Images do not belong in the copy; retype the rest of the entries below exactly.

Dataset excerpts:
__________

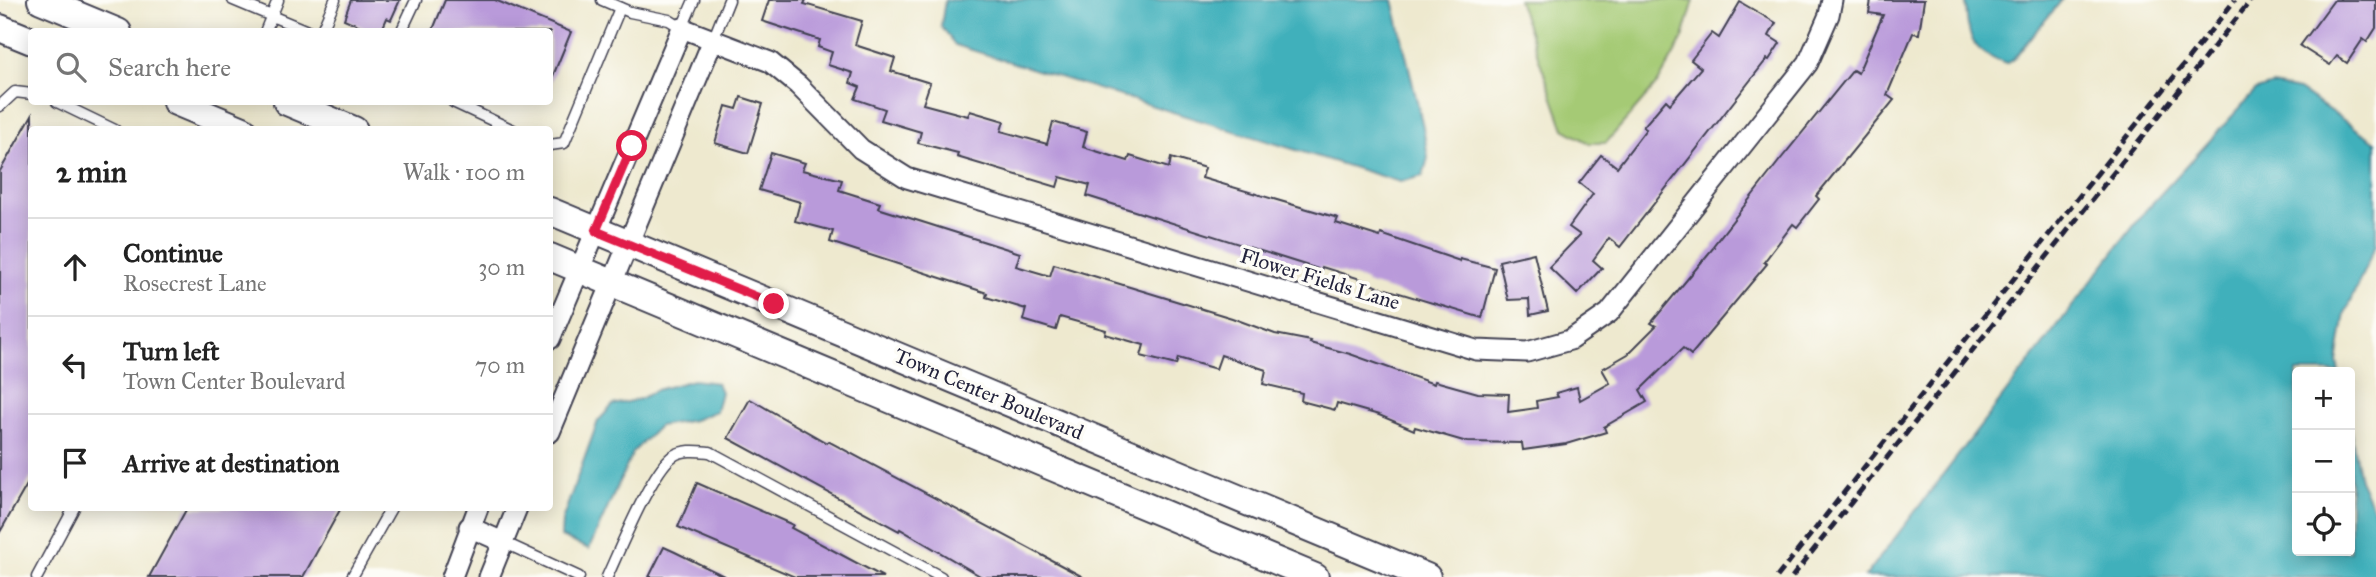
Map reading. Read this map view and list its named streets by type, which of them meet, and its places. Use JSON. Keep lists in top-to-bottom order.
{
  "streets": {
    "main road": ["Town Center Boulevard"],
    "street": ["Flower Fields Lane"]
  },
  "page": {
    "search": "Search here",
    "heading": ["2 min", "Walk · 100 m"],
    "list": [
      ["Continue", "Rosecrest Lane", "30 m"],
      ["Turn left", "Town Center Boulevard", "70 m"],
      "Arrive at destination"
    ],
    "map_buttons": ["+", "−"]
  }
}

__________

Response for this exercise:
Map reading. Read this map view and list its named streets by type, which of them meet, and its places. Use JSON. Keep lists in top-to-bottom order.
{
  "streets": {
    "main road": ["Town Center Boulevard"],
    "street": ["Flower Fields Lane"]
  },
  "page": {
    "search": "Search here",
    "heading": ["2 min", "Walk · 100 m"],
    "list": [
      ["Continue", "Rosecrest Lane", "30 m"],
      ["Turn left", "Town Center Boulevard", "70 m"],
      "Arrive at destination"
    ],
    "map_buttons": ["+", "−"]
  }
}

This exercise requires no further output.